Materials provided =
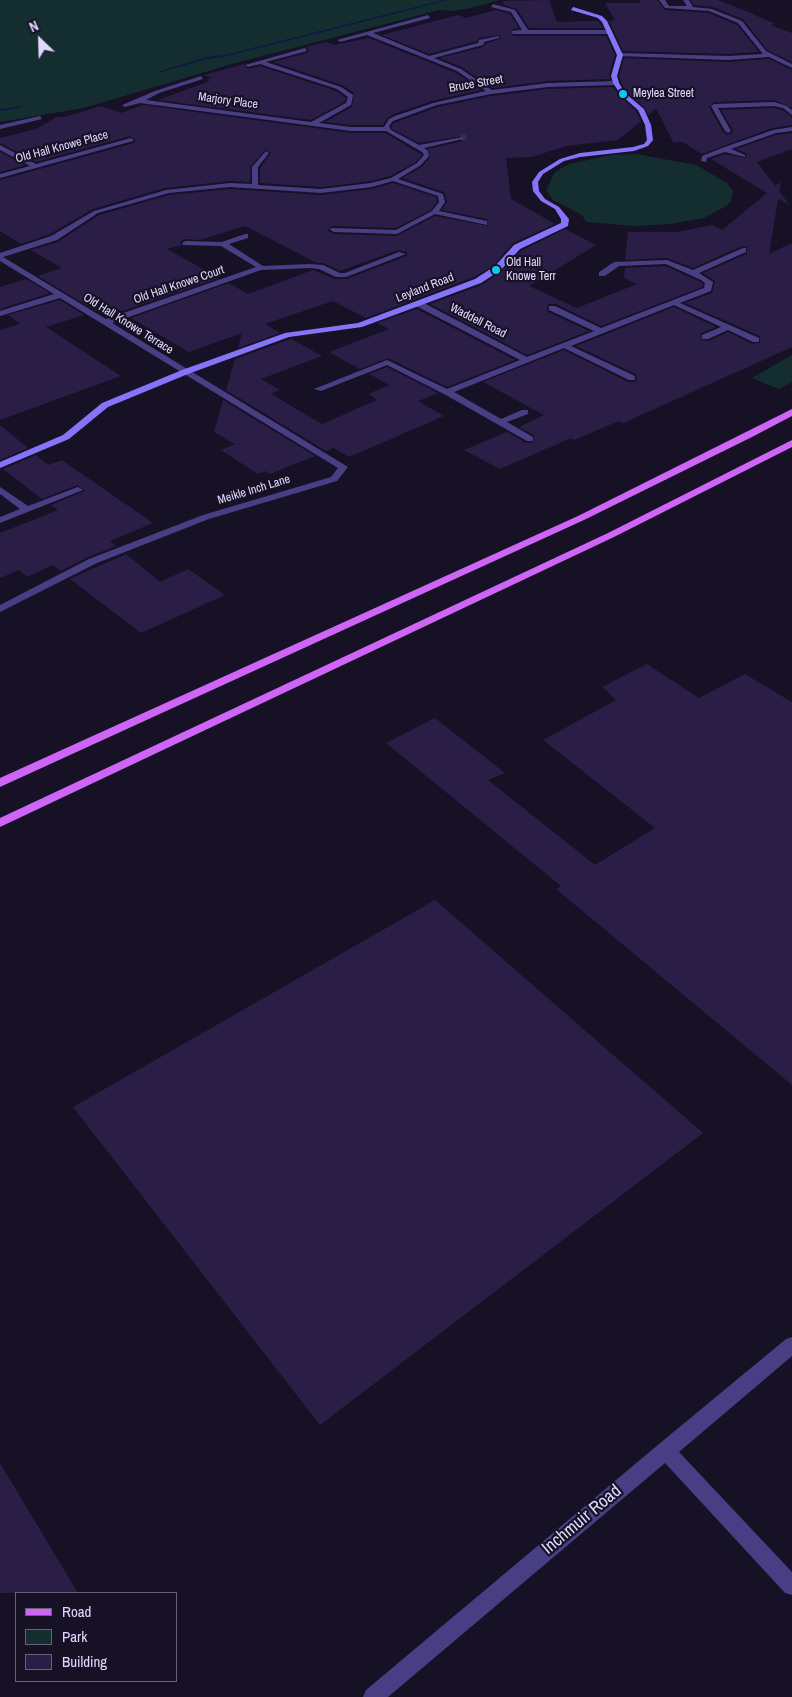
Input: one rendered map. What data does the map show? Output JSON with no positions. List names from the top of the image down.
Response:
{
  "streets": {
    "street": [
      "Bruce Street",
      "Marjory Place",
      "Old Hall Knowe Place",
      "Old Hall Knowe Court",
      "Leyland Road",
      "Waddell Road",
      "Old Hall Knowe Terrace",
      "Meikle Inch Lane",
      "Inchmuir Road"
    ]
  },
  "crossings": [
    ["Bruce Street", "Marjory Place"],
    ["Bruce Street", "Leyland Road"],
    ["Old Hall Knowe Court", "Old Hall Knowe Terrace"],
    ["Leyland Road", "Waddell Road"],
    ["Leyland Road", "Old Hall Knowe Terrace"],
    ["Leyland Road", "Meikle Inch Lane"],
    ["Old Hall Knowe Terrace", "Meikle Inch Lane"]
  ],
  "places": ["Meylea Street", "Old Hall Knowe Terr"],
  "legend": ["Road", "Park", "Building"],
  "north": "top left"
}
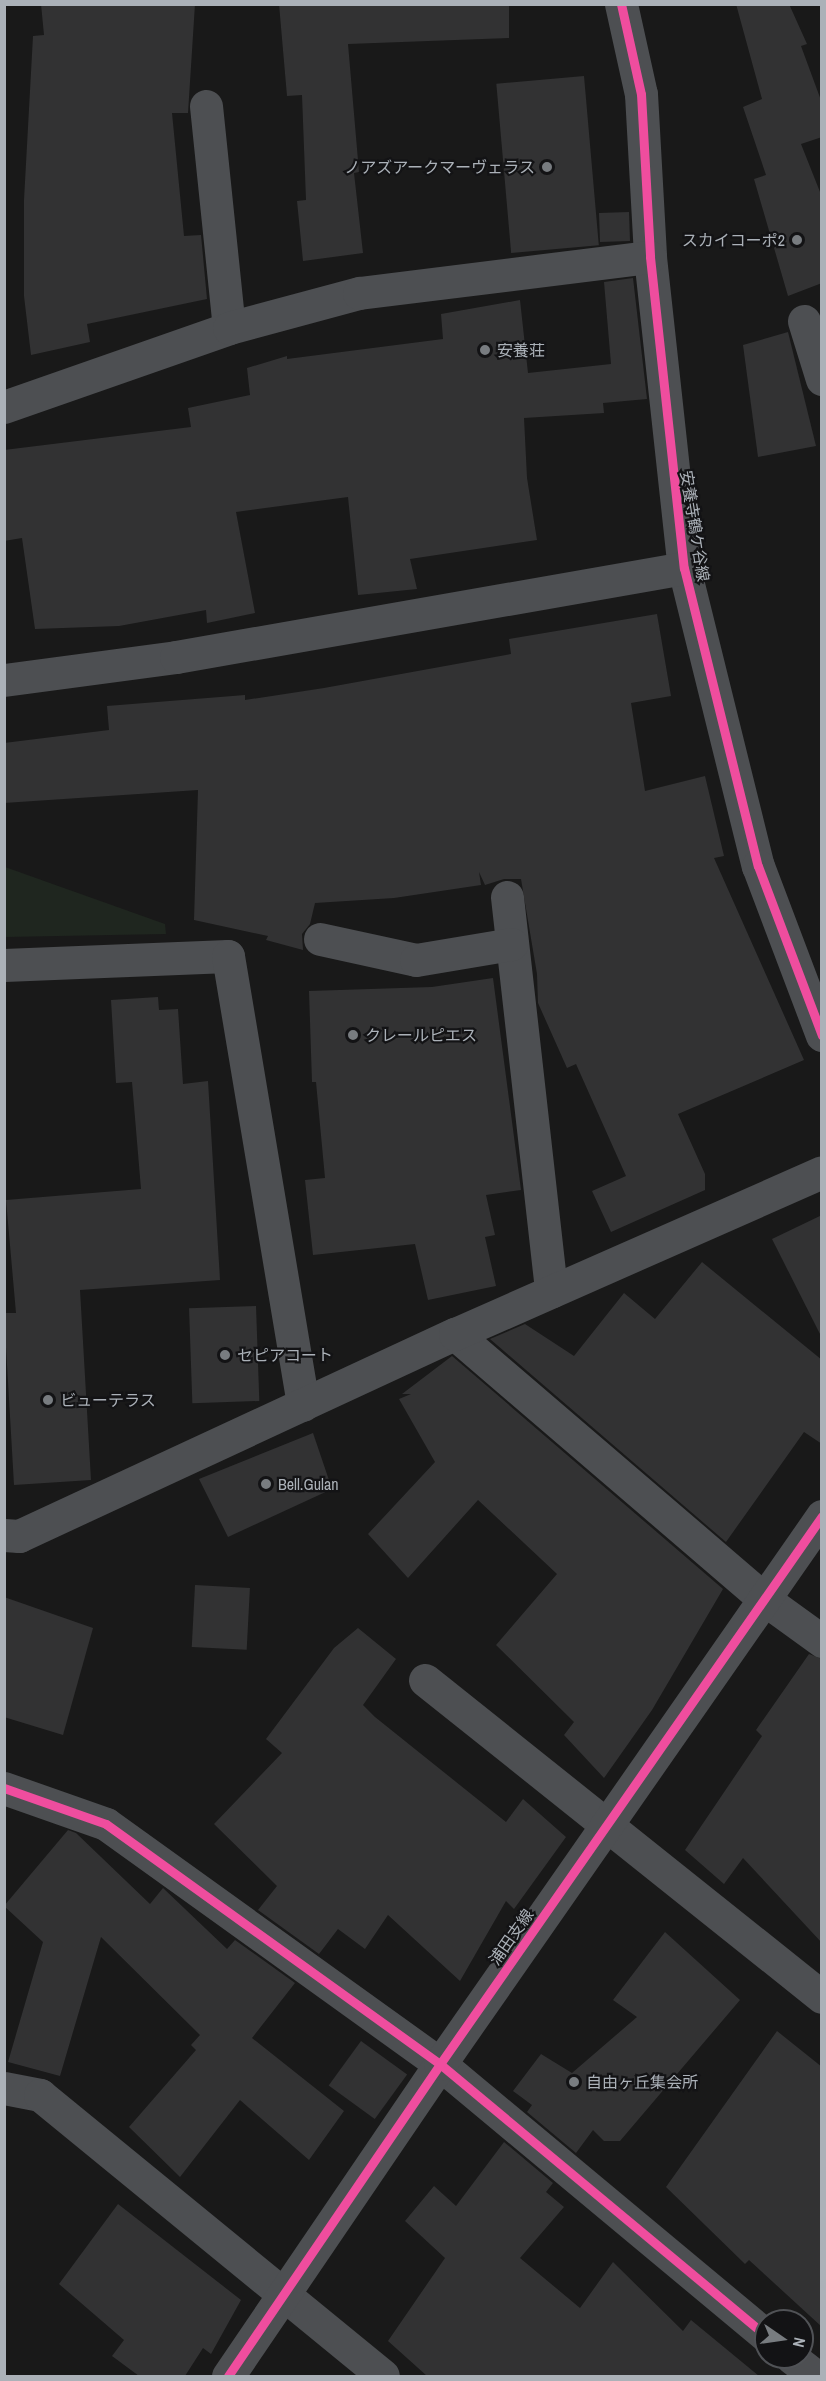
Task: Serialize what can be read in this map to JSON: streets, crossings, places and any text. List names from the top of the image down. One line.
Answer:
{"streets":{"street":["安養寺鶴ケ谷線","浦田支線"]},"places":["ノアズアークマーヴェラス","スカイコーポ2","安養荘","クレールピエス","セピアコート","ビューテラス","Bell.Gulan","自由ヶ丘集会所"],"north":"right"}
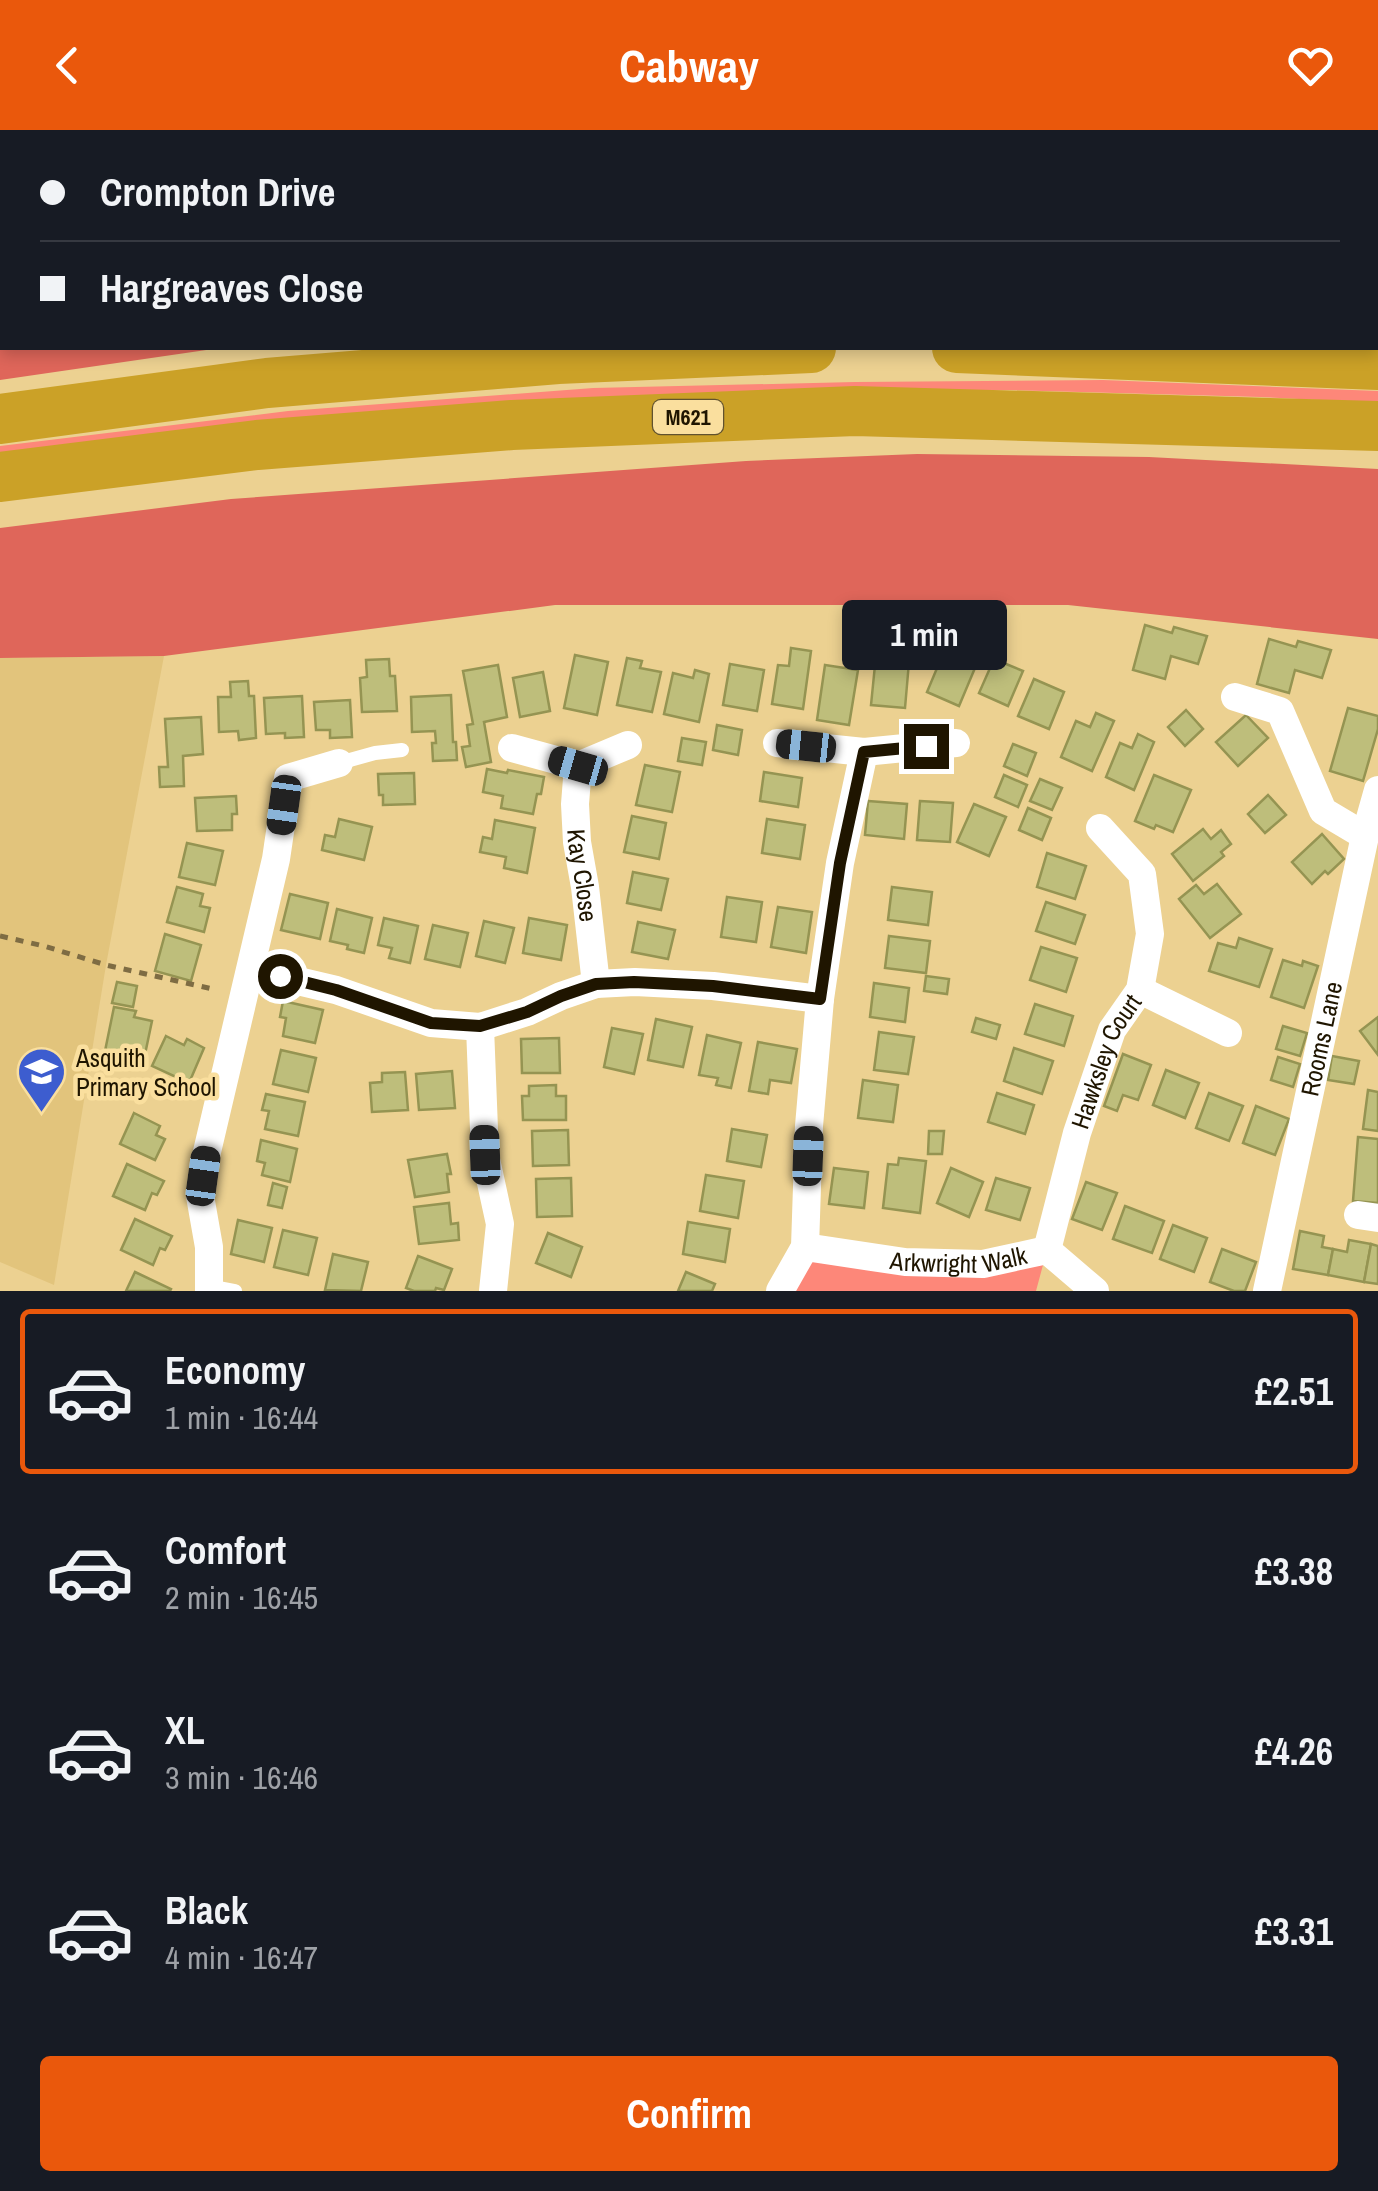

What this task involves = For the records above, give the number of lines that include the string "from", with nothing added.

Answer box = 2